Start at the top of the records and, please, print each line exactly through the line that contains "--surface:#fff; --page:#f2f2f2; --text:#222;", leaving out all pictures.

[Stored data entries]
########

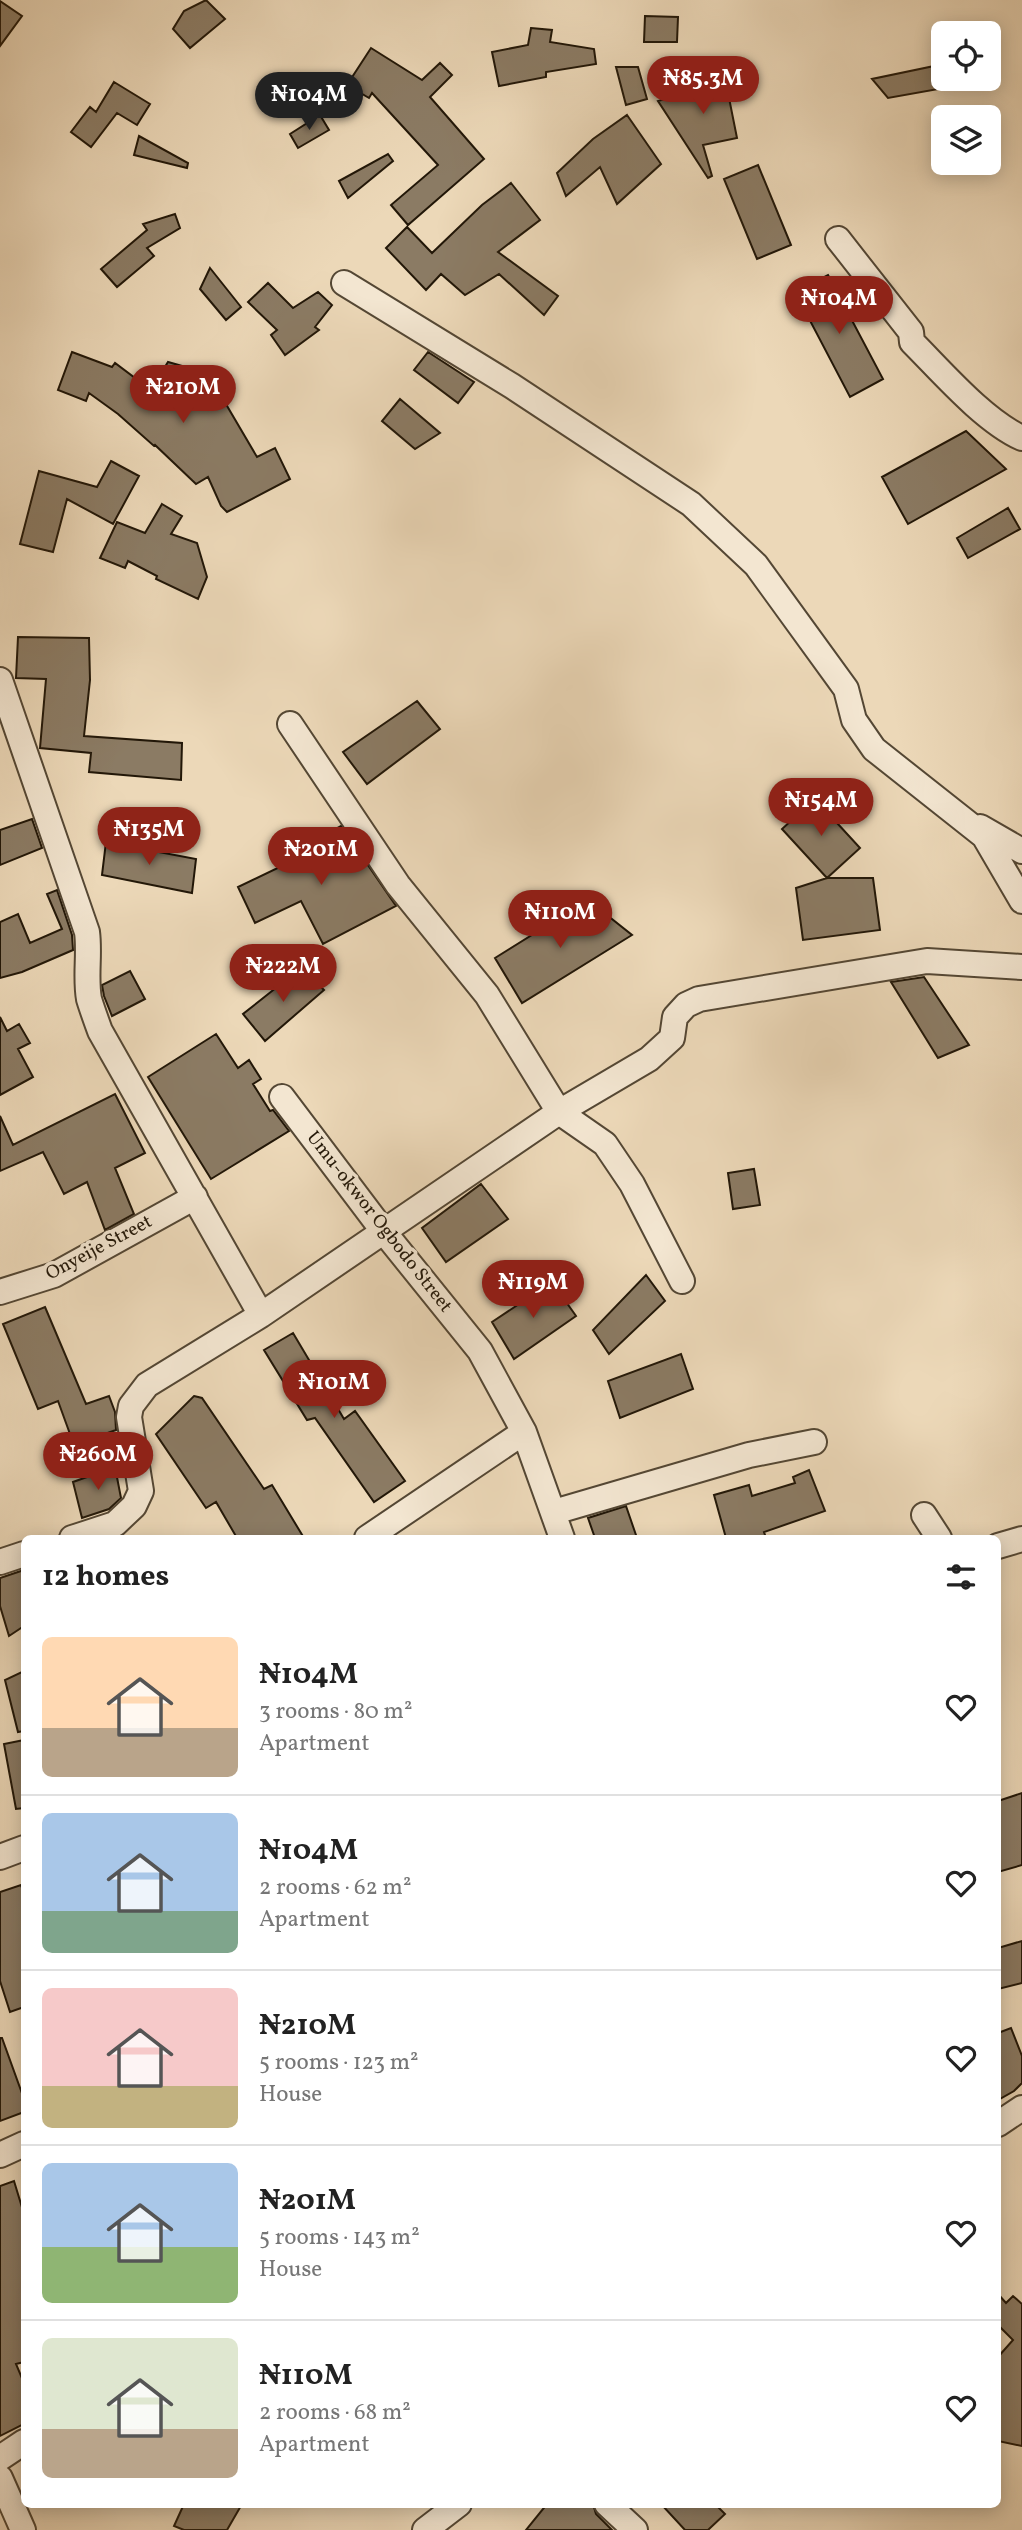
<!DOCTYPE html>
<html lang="en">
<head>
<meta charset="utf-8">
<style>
  :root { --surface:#fff; --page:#f2f2f2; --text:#222; --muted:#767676; --line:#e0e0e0; --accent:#8f2418 }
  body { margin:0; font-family:Vollkorn,serif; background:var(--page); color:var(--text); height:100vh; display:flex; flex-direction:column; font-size:26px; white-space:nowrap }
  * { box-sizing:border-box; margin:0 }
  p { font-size:23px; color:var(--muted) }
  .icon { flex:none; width:38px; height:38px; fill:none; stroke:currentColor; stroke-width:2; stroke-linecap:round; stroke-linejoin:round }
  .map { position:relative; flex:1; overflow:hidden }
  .details { position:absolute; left:21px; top:1535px; width:980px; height:973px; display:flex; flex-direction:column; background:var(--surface); border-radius:10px; box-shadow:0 4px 18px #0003 }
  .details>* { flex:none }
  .buttons { position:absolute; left:931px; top:21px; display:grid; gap:14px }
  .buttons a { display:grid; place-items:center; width:70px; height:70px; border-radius:10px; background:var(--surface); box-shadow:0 4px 18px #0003; font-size:35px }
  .price { position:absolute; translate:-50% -60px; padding:0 16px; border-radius:24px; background:var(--accent); color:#fff; font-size:23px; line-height:46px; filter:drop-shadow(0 2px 4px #0008) }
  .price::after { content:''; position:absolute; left:50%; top:42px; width:21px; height:16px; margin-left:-10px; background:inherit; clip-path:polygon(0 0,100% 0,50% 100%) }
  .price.current { background:#222; color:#fff }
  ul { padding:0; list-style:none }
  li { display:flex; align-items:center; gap:21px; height:175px; padding:0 21px }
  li+li { border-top:2px solid var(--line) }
  li span { display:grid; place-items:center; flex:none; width:196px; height:140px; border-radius:10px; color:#555 }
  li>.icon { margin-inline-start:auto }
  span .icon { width:84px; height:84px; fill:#fffc; stroke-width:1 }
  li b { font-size:30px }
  h2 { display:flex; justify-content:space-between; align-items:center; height:84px; padding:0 21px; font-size:30px }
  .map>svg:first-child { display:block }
  .building { fill:#8b7b64; stroke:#221708; stroke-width:2 }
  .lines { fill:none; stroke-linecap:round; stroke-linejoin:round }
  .minor-casing { stroke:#544734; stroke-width:28 }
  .minor { stroke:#f3e6d1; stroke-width:24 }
  .labels { text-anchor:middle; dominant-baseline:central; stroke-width:7; stroke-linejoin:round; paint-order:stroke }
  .street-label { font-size:19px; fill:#221708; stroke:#f3e6d1 }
</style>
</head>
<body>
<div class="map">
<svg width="1022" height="2530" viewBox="0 0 1022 2530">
  <rect width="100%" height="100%" fill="#ecd8b8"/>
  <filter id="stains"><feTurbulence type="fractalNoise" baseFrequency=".00286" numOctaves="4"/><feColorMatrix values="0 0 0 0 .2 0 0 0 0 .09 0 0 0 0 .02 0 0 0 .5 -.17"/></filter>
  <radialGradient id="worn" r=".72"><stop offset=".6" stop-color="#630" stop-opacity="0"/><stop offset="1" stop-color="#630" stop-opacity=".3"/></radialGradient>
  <path class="building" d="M206,0L225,19L190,48L173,29L184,11Z
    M0,1L22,16L0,46Z
    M645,16L678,17L677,42H644Z
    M531,28L552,30L550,42L594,49L596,64L546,72V77L499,86L492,52L528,45Z
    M371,48L422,80L440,63L452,75L430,97L484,159L408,225L391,205L438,165L372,93L369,98L347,85Z
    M939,65L944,88L888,98L872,79Z
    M616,67H638L647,99L626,105Z
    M728,74V93L737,138L703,145L712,176L708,178L658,101L700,89L699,75Z
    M114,82L150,104L137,125L117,113L91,147L71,132L90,107L96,112Z
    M320,115L329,130L298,148L290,134Z
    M627,115L661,164L617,204L600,167L566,196L557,173L593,139Z
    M139,136L188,163L187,168L134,155Z
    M388,154L393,161L348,198L339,181Z
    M758,165L791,245L757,259L724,179Z
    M511,183L540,220L498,252L558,296L544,315L499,274L465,295L441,274L426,290L386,248L407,227L432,253L482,205Z
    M175,214L180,228L147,248L154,256L117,287L101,269L147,230L143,224Z
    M210,268L241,307L226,320L200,289Z
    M828,275L883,379L850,397L795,292Z
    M268,283L293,308L318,292L332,305L315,327L319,330L285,355L271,335L277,330L248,302Z
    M72,352L112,367L115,363L151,390L168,362L221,377L213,382L257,457L275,448L290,479L227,512L221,506L208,477L196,484L155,445L154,446L118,414L89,393L86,401L58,390Z
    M428,352L474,382L458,403L414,370Z
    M400,399L440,433L415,449L382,421Z
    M966,431L1006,469L908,524L882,477Z
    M111,461L139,476L113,524L67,499L53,552L20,544L39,471L97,487Z
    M162,504L182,516L171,534L197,543L207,577L198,599L156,579L157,576L128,561L125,568L100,558L117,522L145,533Z
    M1008,508L1020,529L968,558L957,538Z
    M18,637L89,638L90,680L84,736L182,743L181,780L89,772L91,753L40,748L46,679L16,678Z
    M417,701L440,729L367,784L343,752Z
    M815,799L860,848L827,878L782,829Z
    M32,819L42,848L0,865V830Z
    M341,826L396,906L323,944L301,901L255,923L238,887L284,865L281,858Z
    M106,842L196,859L192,893L102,875Z
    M827,878H873L880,930L803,940L796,888Z
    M57,890L72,935L73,950L22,972L0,978V922L18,914L30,943L62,929L47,894Z
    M588,900L632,935L522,1003L495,958Z
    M301,968L324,990L265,1041L243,1014Z
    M130,971L145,999L112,1016L104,996L102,985Z
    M924,977L969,1045L938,1058L891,982Z
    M0,1017L7,1031L19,1024L30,1043L18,1049L33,1077L0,1095Z
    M216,1034L238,1068L249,1060L261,1079L253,1084L270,1111L273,1110L289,1131L211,1179L148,1077Z
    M115,1094L145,1153L115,1168L134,1214L105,1230L87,1182L64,1194L43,1152L0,1171V1116L13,1145Z
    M754,1169L760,1205L733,1209L728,1173Z
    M481,1184L508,1219L446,1262L422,1228Z
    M646,1275L665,1301L609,1354L593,1330Z
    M552,1282L576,1316L514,1359L492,1322Z
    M45,1307L86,1404L109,1396L115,1412L116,1430L74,1445L58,1401L38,1409L3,1324Z
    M293,1333L344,1419L355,1411L405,1481L374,1502L315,1418L307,1420L264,1350Z
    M681,1354L693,1389L620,1418L608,1381Z
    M194,1396L202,1398L264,1489L272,1485L304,1538H237L216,1502L206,1508L156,1434Z
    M115,1467L121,1498L109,1509L82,1518L73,1482Z
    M809,1470L825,1511L764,1532L766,1538H726L714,1495L749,1485L752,1496L795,1483L793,1477Z
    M626,1506L637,1538H595L588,1518Z
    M24,1570V1626L9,1636L0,1606V1578Z
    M24,1671V1731L18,1732L5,1680Z
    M24,1740V1808L16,1809L4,1744Z
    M1022,1793V1865L998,1872V1801Z
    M21,1885L24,1894V2007L10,2012L0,1981V1892Z
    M1022,1941V1983L998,1989V1948Z
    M1011,2028L1022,2056V2083L1014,2091L998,2100V2033Z
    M0,2038H2L24,2099V2112L0,2121Z
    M14,2181L24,2214V2362L16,2364L24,2383V2424L0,2436V2186Z
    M998,2294L1006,2303L1013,2296L1022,2304V2446L998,2441V2357L1013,2340L998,2325Z
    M184,2504H242L227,2530H184L174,2526Z
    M547,2504H593L596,2514L612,2530H526Z
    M661,2504H715L725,2514L708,2530H685Z"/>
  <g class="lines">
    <g class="minor-casing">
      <path id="minor" d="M838,239L911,332L912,342C942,372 984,421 1022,438
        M344,283L512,386L691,504L756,565L846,689L854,720L874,749L984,836L1022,901
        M0,680L87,932C90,954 85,977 89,999C92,1009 96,1020 100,1031L261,1315
        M290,724L398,885L487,995L559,1112L605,1144L632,1184L682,1281
        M980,827L1022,851
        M282,1097L384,1232L480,1351L524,1432L562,1538
        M0,1292L54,1275L195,1197
        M554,1512L749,1455L814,1442
        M924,1515L939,1538
        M72,1538L115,1524L134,1506L141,1491L129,1417L131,1406L147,1385L261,1315L559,1112L649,1059L672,1038L675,1017L686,1005L699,999L927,961L1022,967
        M367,1538L524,1432
        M998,1546L1022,1539
        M0,1562L24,1554
        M0,1857L24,1848
        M998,2124L1022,2108
        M0,2155L24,2144
        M0,2458L24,2442
        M0,2478L23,2530
        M607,2504L635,2530
        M425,2530L459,2504"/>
    </g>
    <use href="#minor" class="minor"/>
  </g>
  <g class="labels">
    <g class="street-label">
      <text transform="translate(379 1222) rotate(52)">Umu-okwor Ogbodo Street</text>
      <text transform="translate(99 1248) rotate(-28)">Onyeije Street</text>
    </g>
  </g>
  <rect width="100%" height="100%" filter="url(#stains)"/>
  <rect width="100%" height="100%" fill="url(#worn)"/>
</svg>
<div class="buttons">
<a><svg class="icon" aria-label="locate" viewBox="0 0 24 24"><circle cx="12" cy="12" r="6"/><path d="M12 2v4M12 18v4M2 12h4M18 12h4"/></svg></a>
<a><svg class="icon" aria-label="layers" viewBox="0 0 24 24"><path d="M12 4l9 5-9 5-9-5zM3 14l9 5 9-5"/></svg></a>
</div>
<b class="price" style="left:703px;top:116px">₦85.3M</b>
<b class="price current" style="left:309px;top:132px">₦104M</b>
<b class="price" style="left:839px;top:336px">₦104M</b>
<b class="price" style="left:183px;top:425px">₦210M</b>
<b class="price" style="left:821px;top:838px">₦154M</b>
<b class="price" style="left:149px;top:867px">₦135M</b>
<b class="price" style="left:321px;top:887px">₦201M</b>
<b class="price" style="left:560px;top:950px">₦110M</b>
<b class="price" style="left:283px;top:1004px">₦222M</b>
<b class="price" style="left:533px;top:1320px">₦119M</b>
<b class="price" style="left:334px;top:1420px">₦101M</b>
<b class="price" style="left:98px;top:1492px">₦260M</b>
<section class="details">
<h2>12 homes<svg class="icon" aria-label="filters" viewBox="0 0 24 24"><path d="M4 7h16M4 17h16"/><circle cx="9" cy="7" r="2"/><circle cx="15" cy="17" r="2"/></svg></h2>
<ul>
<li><span style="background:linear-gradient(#ffd9b3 65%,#b9a48a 0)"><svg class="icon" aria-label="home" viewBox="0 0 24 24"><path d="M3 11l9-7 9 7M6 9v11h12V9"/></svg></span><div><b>₦104M</b><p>3 rooms · 80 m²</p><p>Apartment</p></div><svg class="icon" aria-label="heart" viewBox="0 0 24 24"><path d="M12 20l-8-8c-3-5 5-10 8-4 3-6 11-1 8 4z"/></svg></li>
<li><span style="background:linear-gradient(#a9c7e8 70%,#7fa58c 0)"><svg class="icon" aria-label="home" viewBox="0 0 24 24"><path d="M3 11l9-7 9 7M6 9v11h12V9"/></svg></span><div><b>₦104M</b><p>2 rooms · 62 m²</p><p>Apartment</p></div><svg class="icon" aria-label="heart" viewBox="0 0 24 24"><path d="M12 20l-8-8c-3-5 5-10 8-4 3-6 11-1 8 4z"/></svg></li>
<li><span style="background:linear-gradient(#f6c9c9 70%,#c2b280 0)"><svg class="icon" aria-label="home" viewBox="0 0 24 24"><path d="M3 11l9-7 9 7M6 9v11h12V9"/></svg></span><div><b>₦210M</b><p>5 rooms · 123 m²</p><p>House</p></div><svg class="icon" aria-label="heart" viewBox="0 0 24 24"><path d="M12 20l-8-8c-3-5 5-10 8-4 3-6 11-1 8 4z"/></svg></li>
<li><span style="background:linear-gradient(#a9c7e8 60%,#8fb573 0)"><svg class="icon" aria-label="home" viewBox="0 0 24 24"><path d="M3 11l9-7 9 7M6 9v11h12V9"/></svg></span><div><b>₦201M</b><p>5 rooms · 143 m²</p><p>House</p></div><svg class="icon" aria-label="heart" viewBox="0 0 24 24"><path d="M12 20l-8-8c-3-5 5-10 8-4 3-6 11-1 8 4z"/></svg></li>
<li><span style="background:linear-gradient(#dfe7d0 65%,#b9a48a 0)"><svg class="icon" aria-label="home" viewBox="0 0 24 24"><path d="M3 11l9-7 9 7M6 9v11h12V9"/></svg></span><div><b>₦110M</b><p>2 rooms · 68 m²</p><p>Apartment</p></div><svg class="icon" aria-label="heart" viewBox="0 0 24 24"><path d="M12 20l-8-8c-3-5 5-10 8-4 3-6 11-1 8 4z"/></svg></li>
</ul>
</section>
</div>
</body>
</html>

########

• _PROBLEM SOLUTION_:
<!DOCTYPE html>
<html lang="en">
<head>
<meta charset="utf-8">
<style>
  :root { --surface:#fff; --page:#f2f2f2; --text:#222; --muted:#767676; --line:#e0e0e0; --accent:#8f2418 }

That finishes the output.